#### [ACTION ITEM]
Every line of the following records that includes "labels" should be copied.

#### [DATA EXCERPTS]
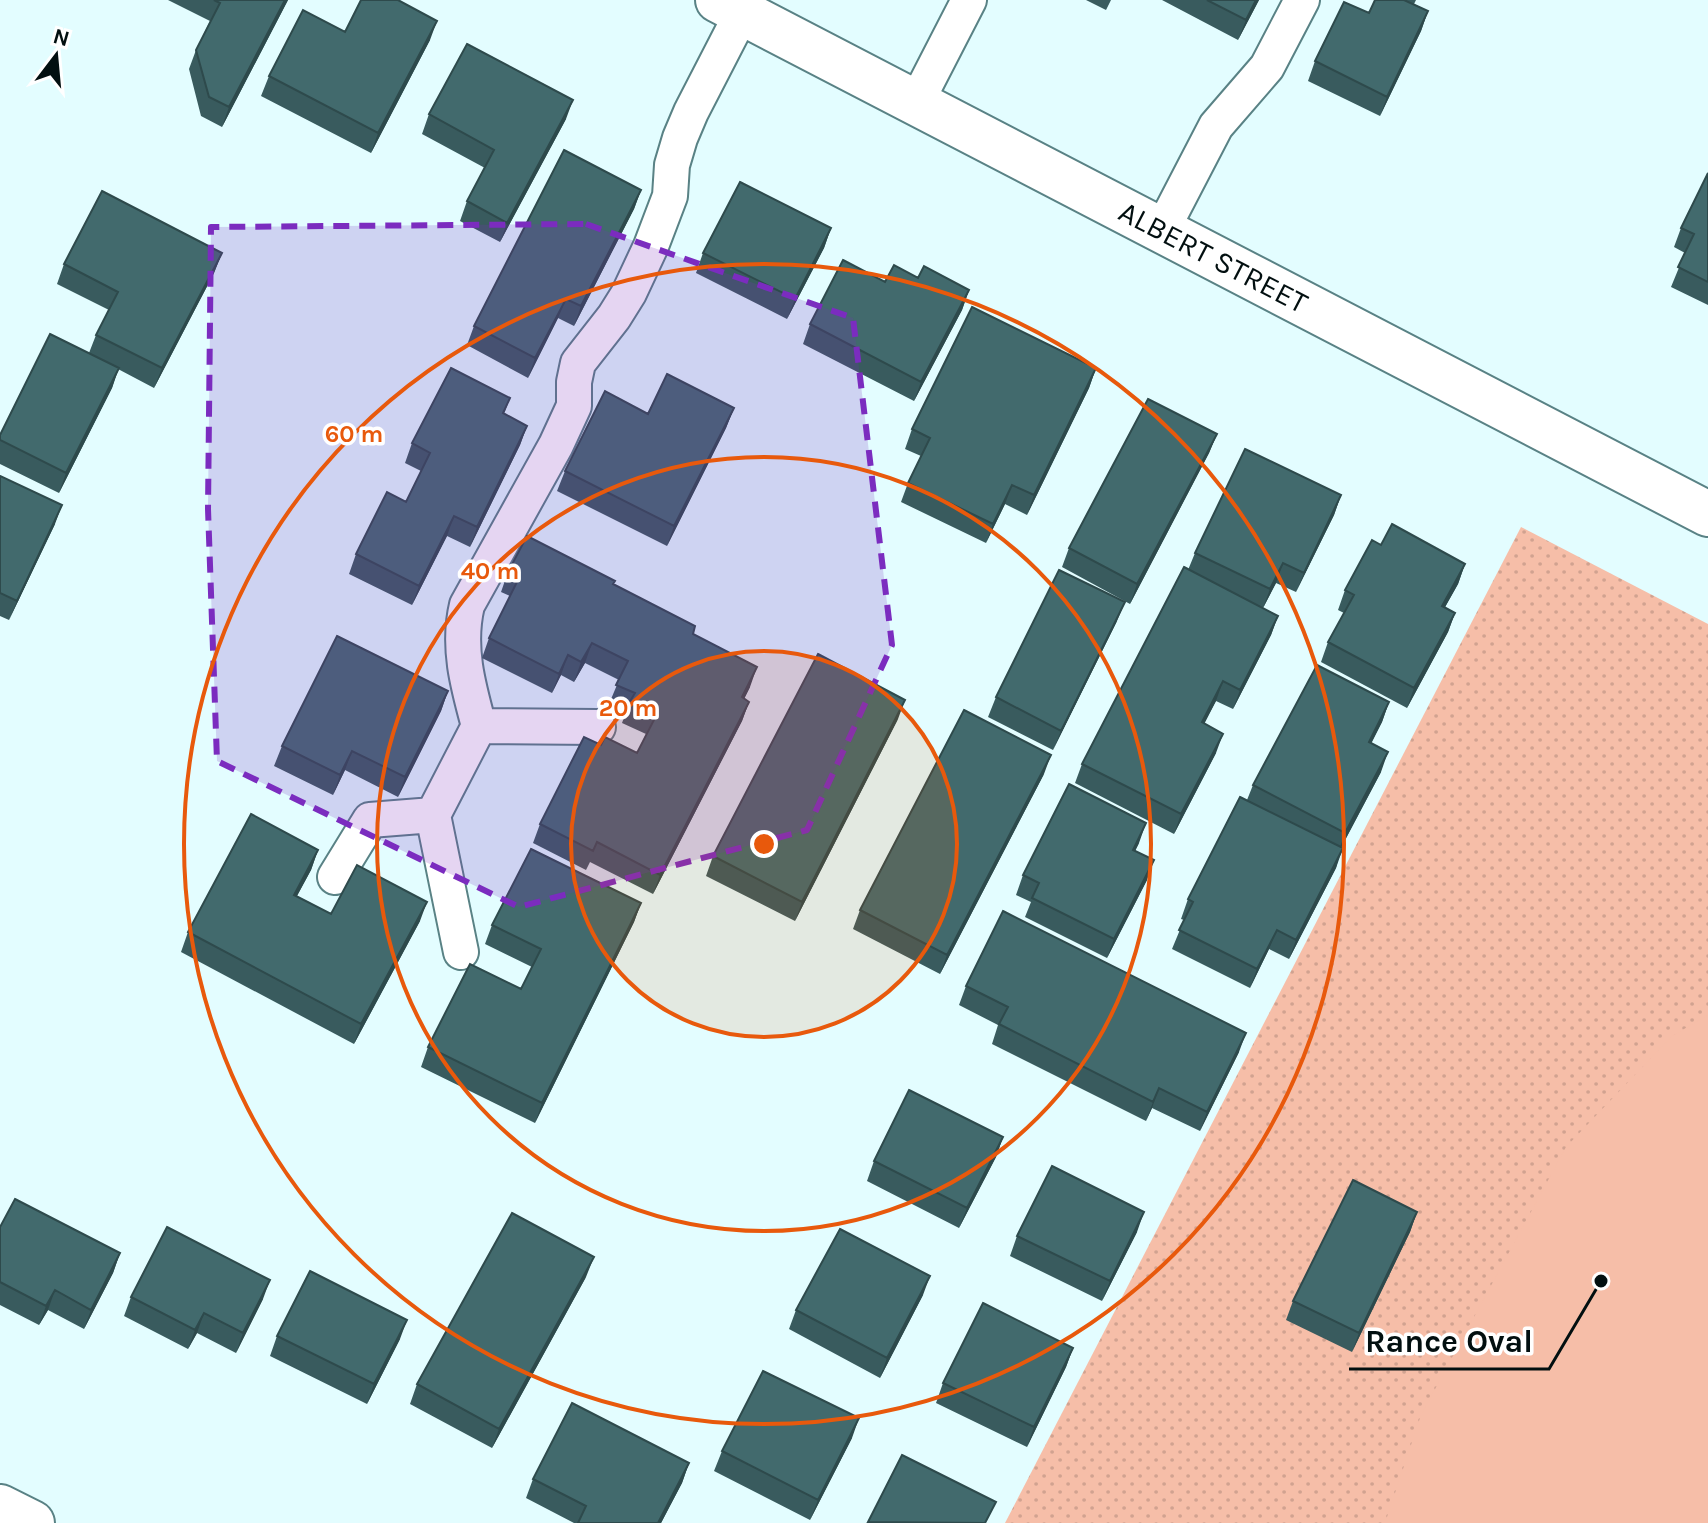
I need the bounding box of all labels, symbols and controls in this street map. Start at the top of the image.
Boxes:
north arrow [16,16,96,96]
text: N [50,23,72,52]
street label: ALBERT STREET [1113,193,1314,321]
text: 60 m [325,420,383,448]
text: 40 m [461,557,519,585]
text: 20 m [599,694,657,722]
centre of rings [750,830,778,858]
callout: Rance Oval [1349,1313,1549,1369]
text: Rance Oval [1365,1323,1533,1360]

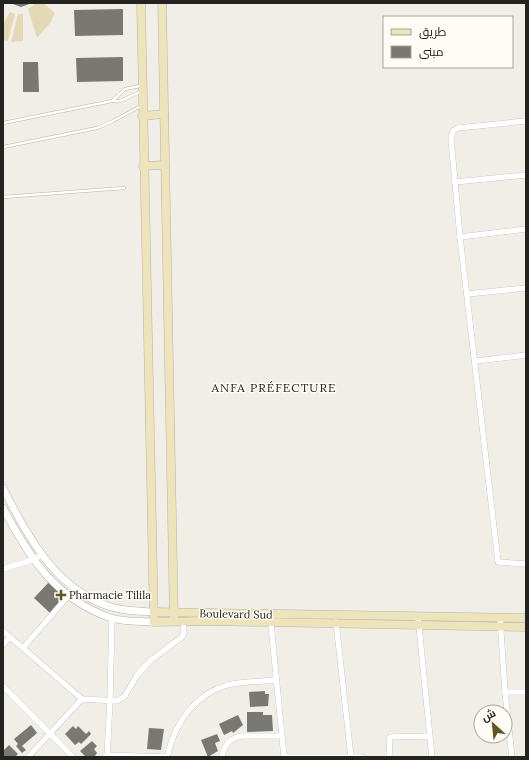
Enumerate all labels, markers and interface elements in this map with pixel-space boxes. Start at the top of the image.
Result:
legend [383,16,513,68]
text: طريق [419,24,447,39]
text: مبنى [419,44,444,59]
district label: ANFA PRÉFECTURE [211,380,336,395]
place label: Pharmacie Tilila [69,588,151,602]
marker: Pharmacie Tilila [56,590,66,600]
street label: Boulevard Sud [199,606,273,622]
north arrow [473,704,513,744]
text: ش [479,706,498,725]

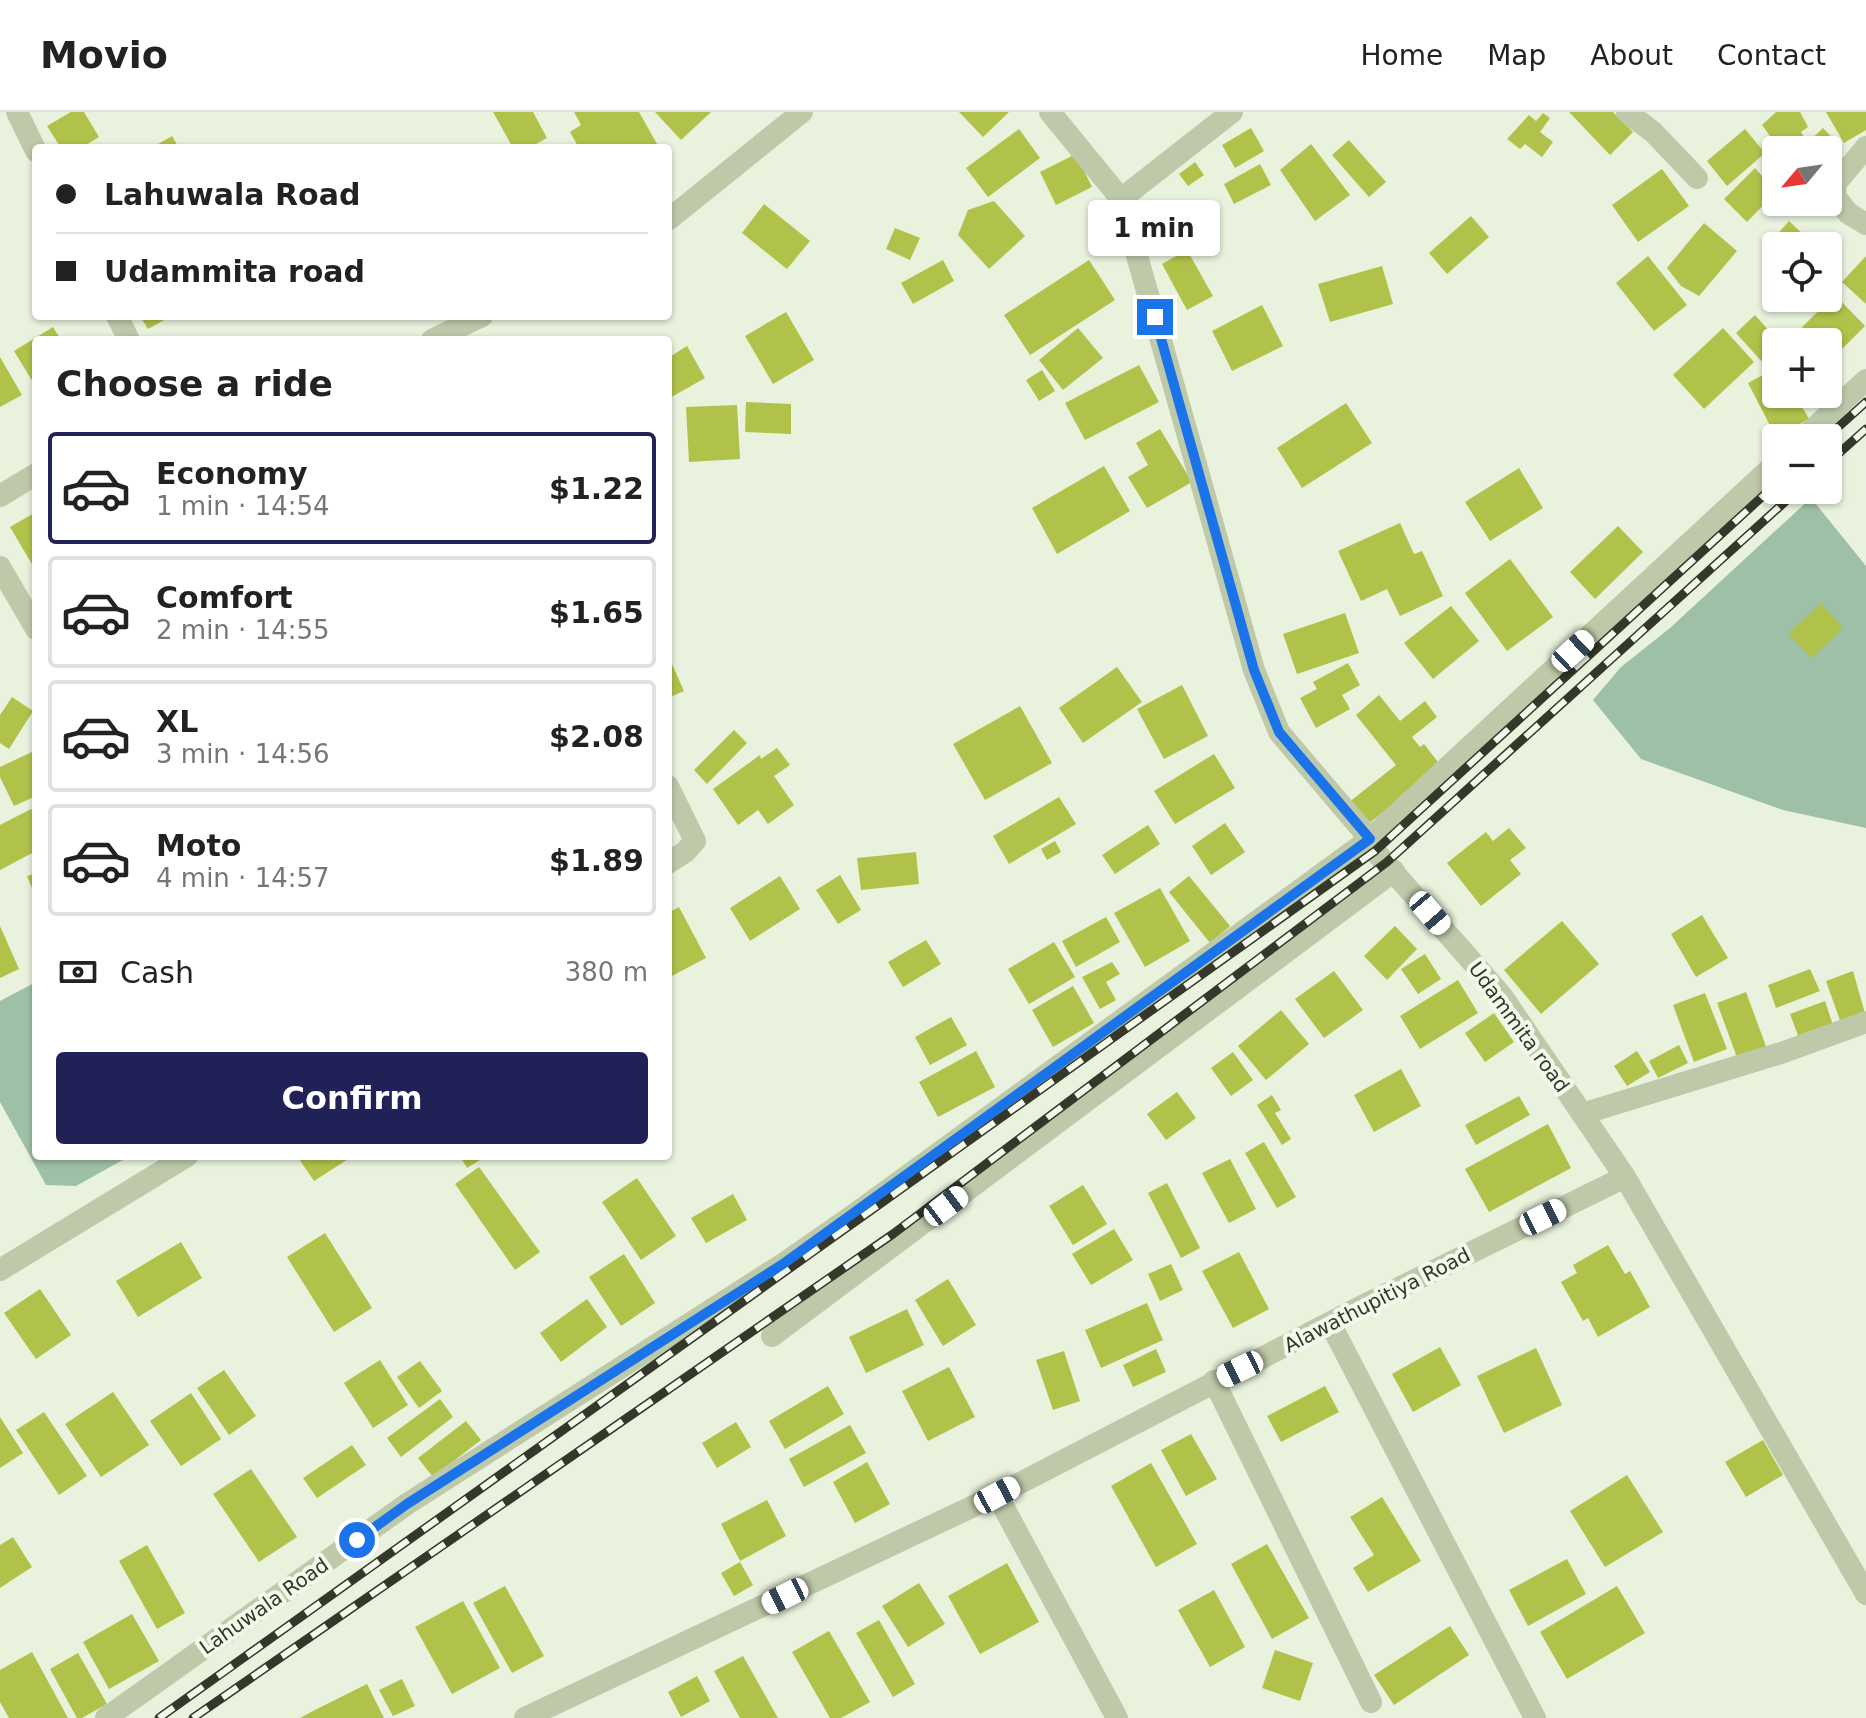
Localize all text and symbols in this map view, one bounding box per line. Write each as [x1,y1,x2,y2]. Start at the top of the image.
text: Movio [40,33,168,77]
text: Home [1360,39,1443,72]
text: Map [1487,39,1546,72]
text: About [1590,39,1673,72]
text: Contact [1717,39,1826,72]
north arrow [1762,136,1842,216]
map controls [1762,136,1842,504]
text: Lahuwala Road [104,177,360,212]
callout: 1 min [1089,201,1221,257]
text: 1 min [1113,213,1195,243]
button: locate [1762,232,1842,312]
text: Udammita road [104,254,365,289]
route end [1137,299,1173,335]
button: + [1762,328,1842,408]
text: Choose a ride [56,363,333,404]
button: − [1762,424,1842,504]
icon: car [60,452,132,524]
text: Economy [156,456,308,491]
text: $1.22 [549,471,644,506]
text: 1 min · 14:54 [156,491,330,521]
icon: car [60,576,132,648]
text: Comfort [156,580,293,615]
text: $1.65 [549,595,644,630]
text: 2 min · 14:55 [156,615,330,645]
car [1547,626,1599,676]
icon: car [60,700,132,772]
text: XL [156,704,198,739]
text: $2.08 [549,719,644,754]
text: 3 min · 14:56 [156,739,330,769]
icon: car [60,824,132,896]
text: Moto [156,828,241,863]
text: $1.89 [549,843,644,878]
text: 4 min · 14:57 [156,863,330,893]
car [1405,887,1455,939]
icon: cash [56,950,100,994]
text: Cash [120,955,194,990]
text: 380 m [565,957,648,987]
street label: Udammita road [1464,957,1574,1097]
button: Confirm [56,1052,648,1144]
car [920,1182,972,1230]
car [1516,1196,1570,1238]
street label: Alawathupitiya Road [1280,1243,1474,1357]
car [1213,1348,1267,1390]
car [970,1473,1024,1517]
route start [339,1522,375,1558]
street label: Lahuwala Road [195,1553,333,1659]
car [758,1575,812,1617]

#### [RESPONSE BELOW]
I need the bounding box of all labels, symbols and controls in this street map. Start at the top of the image.
Enumerate all labels, markers and interface elements in this map with pixel-space boxes. Start at the top of the image.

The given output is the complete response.